(Directions for this task): Working from the entries below, count every line that includes the word "halo". Return the figure alone.

[Stored data entries]
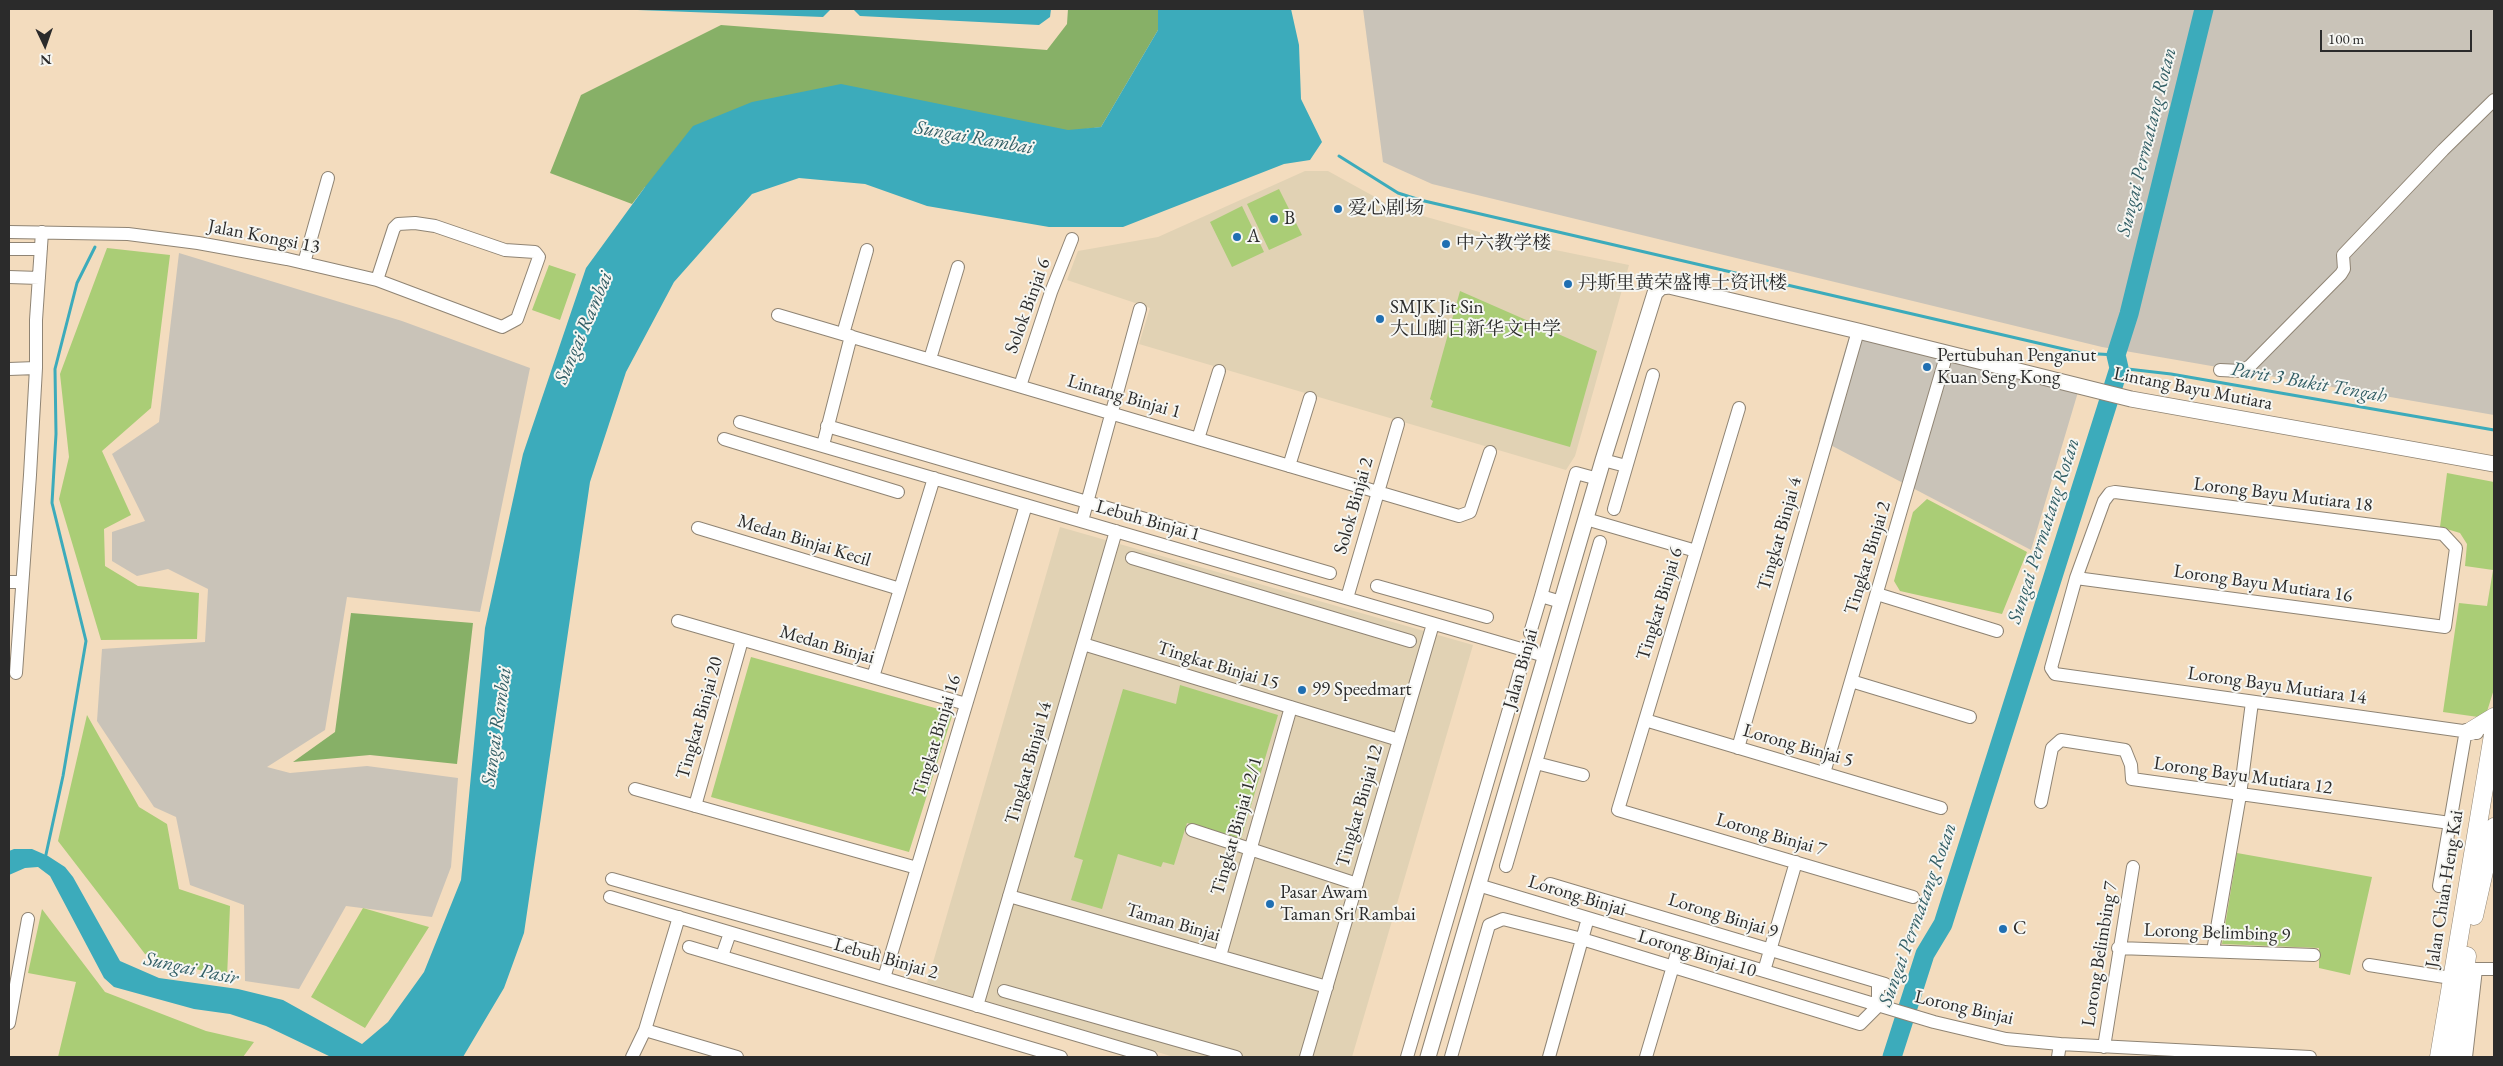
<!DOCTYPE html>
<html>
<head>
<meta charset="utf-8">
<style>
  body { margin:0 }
  #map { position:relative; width:2503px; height:1066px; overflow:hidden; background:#f3dcbe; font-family:"EB Garamond",serif }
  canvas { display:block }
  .frame { position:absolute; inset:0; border:10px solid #2b2b2b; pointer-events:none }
  .north { position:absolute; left:20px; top:20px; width:50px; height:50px; -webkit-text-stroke:4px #f6f6f2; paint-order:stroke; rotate:177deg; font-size:14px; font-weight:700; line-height:20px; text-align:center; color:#2b2b2b }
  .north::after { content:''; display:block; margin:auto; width:18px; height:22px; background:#2b2b2b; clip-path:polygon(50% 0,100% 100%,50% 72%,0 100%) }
  .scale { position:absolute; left:2320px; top:30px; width:152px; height:22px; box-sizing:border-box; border:2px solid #2b2b2b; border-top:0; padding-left:6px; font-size:15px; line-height:18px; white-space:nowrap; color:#2b2b2b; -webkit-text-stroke:4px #f6f6f2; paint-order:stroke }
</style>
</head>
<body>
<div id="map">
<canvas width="2503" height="1066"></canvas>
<div class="frame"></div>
<div class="north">N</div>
<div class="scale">100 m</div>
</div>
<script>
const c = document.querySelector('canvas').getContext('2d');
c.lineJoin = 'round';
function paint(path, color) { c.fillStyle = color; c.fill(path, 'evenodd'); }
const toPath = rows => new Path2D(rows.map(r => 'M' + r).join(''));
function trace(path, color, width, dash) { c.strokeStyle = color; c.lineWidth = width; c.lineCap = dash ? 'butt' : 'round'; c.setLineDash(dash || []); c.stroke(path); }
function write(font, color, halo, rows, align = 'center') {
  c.font = font + ' "EB Garamond","Noto Serif SC",serif'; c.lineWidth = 4; c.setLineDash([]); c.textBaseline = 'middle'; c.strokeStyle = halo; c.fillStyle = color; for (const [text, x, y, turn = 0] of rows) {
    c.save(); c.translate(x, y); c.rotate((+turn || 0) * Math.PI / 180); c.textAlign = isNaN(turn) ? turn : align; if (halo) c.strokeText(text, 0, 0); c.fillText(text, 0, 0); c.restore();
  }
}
paint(toPath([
  [1305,171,1328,171,1395,208,1511,241,1629,265,1575,456,1566,470,1139,344,1150,308,1067,280,1078,251,1158,237],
  [1060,527,1473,645,1352,1057,1174,1057,927,983]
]), '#e1d2b4');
paint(toPath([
  [1363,9,2494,9,2494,415,2102,347,1432,184,1383,162],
  [179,253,402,321,530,368,480,612,347,597,325,730,267,767,290,773,367,766,458,778,451,867,432,917,346,906,299,989,245,981,244,905,190,885,176,817,154,807,97,721,102,649,205,642,208,589,168,569,137,576,112,561,112,532,145,521,112,454,159,422],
  [1850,333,2078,392,2031,550,1819,439]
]), '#c9c3b8');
paint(toPath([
  [1279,189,1302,235,1269,250,1247,204],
  [1242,206,1264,252,1232,267,1210,222],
  [107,248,170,255,151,408,102,451,131,515,104,529,105,566,138,586,199,593,197,639,101,640,59,499,69,457,60,374],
  [549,265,576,274,560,320,532,310],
  [1460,291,1597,351,1570,447,1431,407,1433,401,1430,399],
  [2447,473,2494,482,2494,689,2485,718,2443,712,2459,603,2487,606,2493,570,2465,566,2467,544,2460,533,2440,527],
  [1927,499,2027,552,2002,614,1900,591,1894,581,1913,512],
  [751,657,953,713,909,852,711,797],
  [1180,685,1278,715,1241,839,1187,823,1174,865,1163,862,1161,867,1118,854,1102,909,1071,900,1083,860,1074,857,1123,689,1176,704],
  [87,715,139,807,167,824,179,889,230,906,227,978,145,954,58,841],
  [2237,853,2372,877,2350,975,2319,968,2319,948,2222,944],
  [363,908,429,927,365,1028,311,997],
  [42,909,105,992,206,1031,254,1042,243,1057,58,1057,76,982,28,973]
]), '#aacd76');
paint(toPath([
  [1068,9,1158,9,1158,30,1101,127,645,187,632,204,550,173,581,95,721,25,1047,50,1067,24],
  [351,613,473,623,457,764,370,755,293,762,335,732]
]), '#87b067');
paint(toPath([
  [611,9,831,9,823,17],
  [853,9,1051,9,1050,17,1039,25,860,16],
  [1158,9,1291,9,1299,45,1301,99,1322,142,1310,160,1284,164,1123,227,1049,227,927,206,865,184,799,178,752,194,674,282,626,372,590,482,524,933,504,988,463,1057,331,1057,266,1026,230,1014,194,1009,114,987,104,978,50,876,38,867,25,868,9,875,9,851,14,849,32,849,48,856,65,867,73,877,120,961,159,978,238,989,283,1000,362,1044,388,1022,424,972,461,880,485,628,523,454,586,268,645,187,693,126,752,102,841,84,1068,130,1101,127,1158,30]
]), '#3cabbb');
trace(toPath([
  [1339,156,1398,193,1420,200,2081,353,2116,355],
  [2119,368,2171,374,2494,430],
  [45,859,63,776,86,641,52,503,56,434,55,369,77,283,95,247]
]), '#3cabbb', 3);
trace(toPath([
  [1892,1057,1925,954,1943,924,2119,368,2116,355,2129,314,2204,9]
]), '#3cabbb', 19);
const minor = toPath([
  [9,232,128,234,198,243,287,259,377,280,502,327,517,319,539,257,535,252,505,250,435,226,415,223,398,224,394,228,377,280],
  [9,249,41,249],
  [304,263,328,178],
  [9,277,39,278],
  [778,315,1459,516,1470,512,1490,452],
  [843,334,867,250],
  [930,359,958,267],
  [9,369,36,368],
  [2220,370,2241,371,2250,366,2341,274,2344,269,2343,255,2443,150,2494,100],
  [1020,386,1051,292,1072,239],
  [1739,408,1618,810,1913,897],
  [740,422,1545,656],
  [827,426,1330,573],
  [724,439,898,492],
  [1198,439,1219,371],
  [823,445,851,336],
  [1603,460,1626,466],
  [1289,466,1310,398],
  [1614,509,1653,375],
  [1586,519,1696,551],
  [1082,521,1140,309],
  [698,528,900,589],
  [1132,558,1410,641],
  [2076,578,2445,627,2456,548,2443,534,2115,492,2110,493,2104,501,2076,578,2051,668,2055,674,2477,733],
  [9,582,22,582],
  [1377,586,1487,617],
  [1877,594,1997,631],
  [1541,596,1576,473,1598,479],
  [1347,598,1398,424],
  [678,621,966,704],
  [1530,633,1541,596,1561,602],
  [1083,644,1399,740],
  [16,673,30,475,36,368,36,320,42,232],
  [873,677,934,478],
  [1851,681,1970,717],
  [1645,720,1941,808],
  [1738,748,1858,331],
  [1536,763,1583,775],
  [1824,773,1947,353],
  [635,789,917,868],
  [2041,802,2052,748,2061,740,2125,750,2131,765,2132,779,2450,823],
  [695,806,742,640],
  [1192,830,1357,884],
  [1506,866,1600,542],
  [612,879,874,953],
  [1550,884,1885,984],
  [1478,885,1934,1022,2006,1039,2060,1044,2310,1057],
  [2439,886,2466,730],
  [1009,896,1327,987],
  [610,897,1151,1057],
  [689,947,1061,1057],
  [2118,948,2314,955],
  [2213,951,2240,795,2252,702],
  [722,956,730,933],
  [1220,956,1291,707],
  [2369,965,2451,978],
  [2468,969,2494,969],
  [1764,971,1796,862],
  [884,978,1026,505],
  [1004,991,1236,1057],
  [977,1006,1116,531],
  [9,1023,28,919],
  [645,1030,737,1057],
  [2104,1047,2133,867],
  [632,1057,645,1030,679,917],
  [1306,1057,1433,624],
  [1407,1057,1526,651],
  [1451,1057,1489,925,1503,919,1582,939,1860,1024,1878,1006,1878,982],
  [1549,1057,1588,918],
  [1646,1057,1679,946],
  [2058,1057,2060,1044],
  [2466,1057,2476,969]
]);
const tertiary = toPath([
  [1428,1057,1603,460,1655,293,1661,287,1669,286,1858,331,2131,399,2494,464]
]);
const secondary = toPath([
  [2471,731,2494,717],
  [2474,916,2494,827],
  [2439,1057,2494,729],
  [2453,1057,2467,956]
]);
trace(minor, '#8f8474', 14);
trace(tertiary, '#8f8474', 17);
trace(secondary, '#8f8474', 19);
trace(minor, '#fff', 12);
trace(tertiary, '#fff', 15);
trace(secondary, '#fff', 18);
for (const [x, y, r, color] of [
  [1338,209,5,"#1f6fb2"],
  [1274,219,5,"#1f6fb2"],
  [1237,237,5,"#1f6fb2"],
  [1446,244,5,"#1f6fb2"],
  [1568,284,5,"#1f6fb2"],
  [1380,319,5,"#1f6fb2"],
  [1927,367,5,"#1f6fb2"],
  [1302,690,5,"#1f6fb2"],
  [1270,904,5,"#1f6fb2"],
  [2003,929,5,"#1f6fb2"]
]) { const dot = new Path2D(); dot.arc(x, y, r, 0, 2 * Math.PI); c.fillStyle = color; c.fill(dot); trace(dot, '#f6f6f2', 2); }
write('19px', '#2b2b2b', '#f6f6f2', [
  ["爱心剧场",1348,209],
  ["B",1284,219],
  ["A",1247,237],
  ["中六教学楼",1456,244],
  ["丹斯里黄荣盛博士资讯楼",1578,284],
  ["SMJK Jit Sin",1390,308],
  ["大山脚日新华文中学",1390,330],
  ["Pertubuhan Penganut",1937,356],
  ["Kuan Seng Kong",1937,378],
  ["99 Speedmart",1312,690],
  ["Pasar Awam",1280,893],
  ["Taman Sri Rambai",1280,915],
  ["C",2013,929]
], 'left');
write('19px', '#2b2b2b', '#f6f6f2', [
  ["Jalan Kongsi 13",264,237,11],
  ["Solok Binjai 6",1028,306,-70],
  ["Lintang Bayu Mutiara",2193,389,11],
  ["Lintang Binjai 1",1124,397,16],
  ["Lorong Bayu Mutiara 18",2283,495,7],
  ["Solok Binjai 2",1354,506,-74],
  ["Lebuh Binjai 1",1148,521,16],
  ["Tingkat Binjai 4",1780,534,-74],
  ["Medan Binjai Kecil",804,541,17],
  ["Tingkat Binjai 2",1868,558,-73],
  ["Lorong Bayu Mutiara 16",2263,584,8],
  ["Tingkat Binjai 6",1660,604,-73],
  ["Medan Binjai",827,645,16],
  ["Tingkat Binjai 15",1218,666,17],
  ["Jalan Binjai",1521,669,-74],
  ["Lorong Bayu Mutiara 14",2277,686,8],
  ["Tingkat Binjai 20",700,718,-74],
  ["Tingkat Binjai 16",937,736,-73],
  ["Lorong Binjai 5",1798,746,16],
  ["Tingkat Binjai 14",1029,763,-74],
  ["Lorong Bayu Mutiara 12",2243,776,8],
  ["Tingkat Binjai 12",1360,806,-74],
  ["Tingkat Binjai 12/1",1237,826,-74],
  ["Lorong Binjai 7",1771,835,16],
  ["Jalan Chian Heng Kai",2445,889,-81],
  ["Lorong Binjai",1577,896,17],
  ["Lorong Binjai 9",1723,916,17],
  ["Taman Binjai",1173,923,16],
  ["Lorong Belimbing 9",2217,933,2],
  ["Lorong Binjai 10",1697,954,17],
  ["Lorong Belimbing 7",2100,954,-81],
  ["Lebuh Binjai 2",886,959,16],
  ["Lorong Binjai",1964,1008,13]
]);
write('italic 20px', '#325e65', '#f6f6f2', [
  ["Sungai Rambai",974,138,10],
  ["Sungai Permatang Rotan",2147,142,-76],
  ["Sungai Rambai",584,328,-67],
  ["Parit 3 Bukit Tengah",2309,383,10],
  ["Sungai Permatang Rotan",2044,531,-72],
  ["Sungai Rambai",497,727,-82],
  ["Sungai Permatang Rotan",1918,915,-70],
  ["Sungai Pasir",191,969,12]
]);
</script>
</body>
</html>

(Output for this task): 3